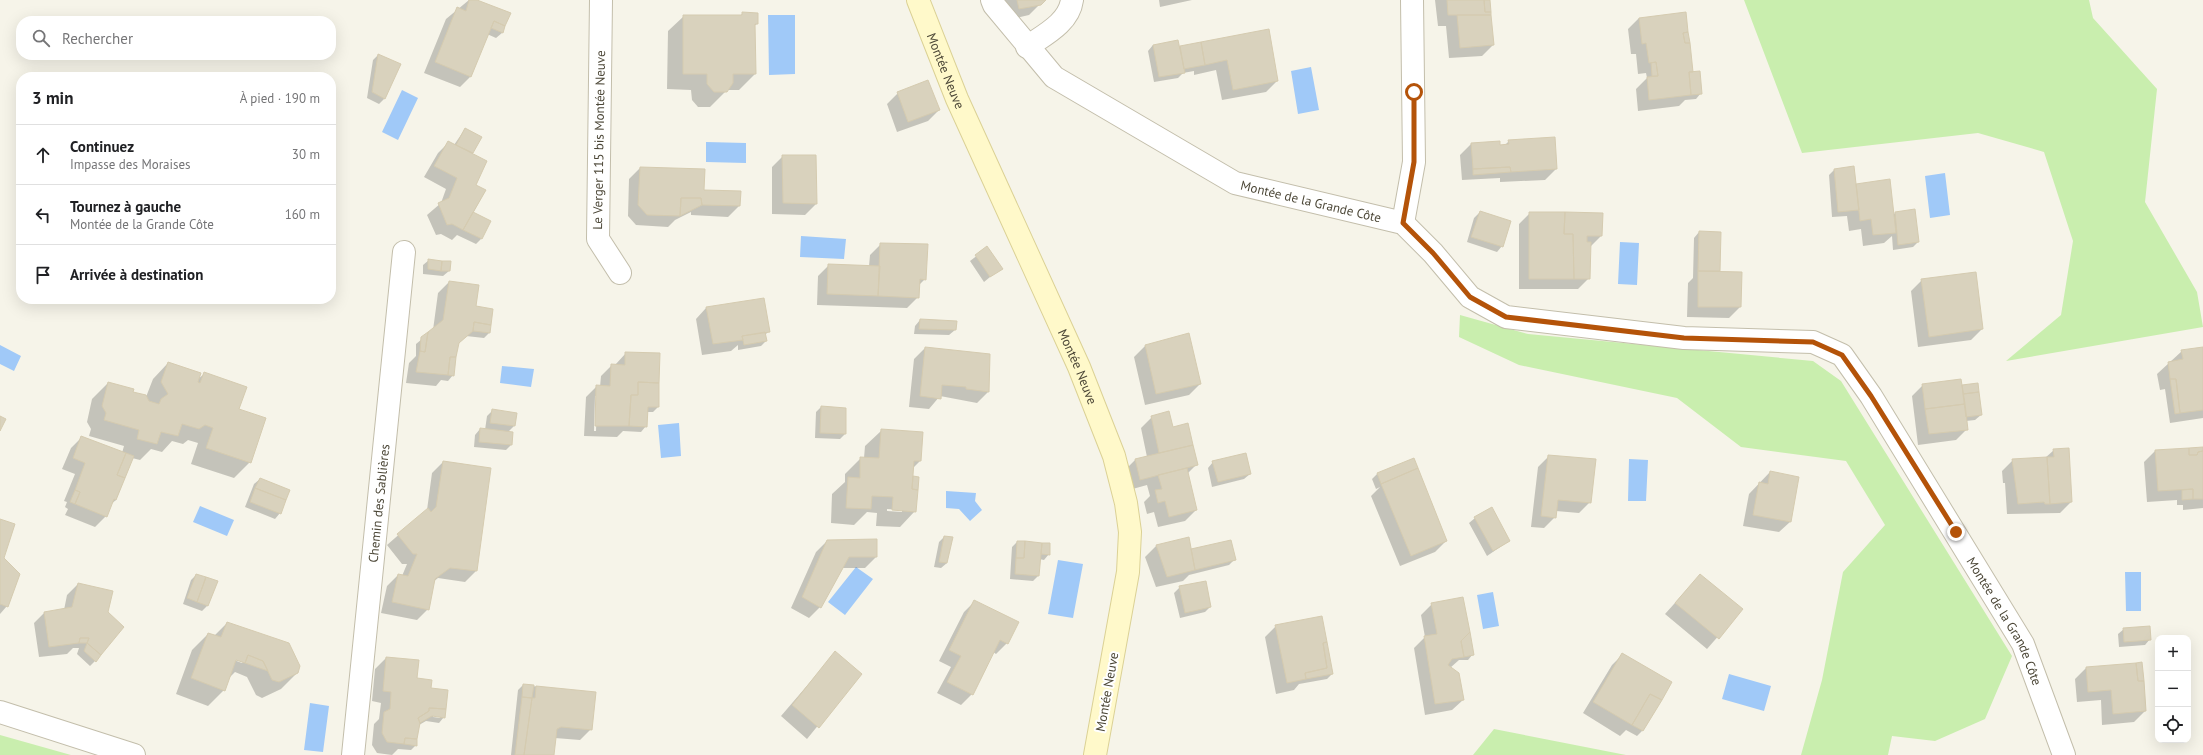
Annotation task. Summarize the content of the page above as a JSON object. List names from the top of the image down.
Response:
{
  "streets": {
    "street": [
      "Montée Neuve",
      "Le Verger 115 bis Montée Neuve",
      "Montée de la Grande Côte",
      "Chemin des Sablières"
    ]
  },
  "page": {
    "search": "Rechercher",
    "heading": ["3 min", "À pied · 190 m"],
    "list": [
      ["Continuez", "Impasse des Moraises", "30 m"],
      ["Tournez à gauche", "Montée de la Grande Côte", "160 m"],
      "Arrivée à destination"
    ],
    "map_buttons": ["+", "−"]
  }
}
===============
Exercise objective
Pictures stay out; everything else in the listing above gets restated word for word.

Response for this exercise
Annotation task. Summarize the content of the page above as a JSON object. List names from the top of the image down.
Response:
{
  "streets": {
    "street": [
      "Montée Neuve",
      "Le Verger 115 bis Montée Neuve",
      "Montée de la Grande Côte",
      "Chemin des Sablières"
    ]
  },
  "page": {
    "search": "Rechercher",
    "heading": ["3 min", "À pied · 190 m"],
    "list": [
      ["Continuez", "Impasse des Moraises", "30 m"],
      ["Tournez à gauche", "Montée de la Grande Côte", "160 m"],
      "Arrivée à destination"
    ],
    "map_buttons": ["+", "−"]
  }
}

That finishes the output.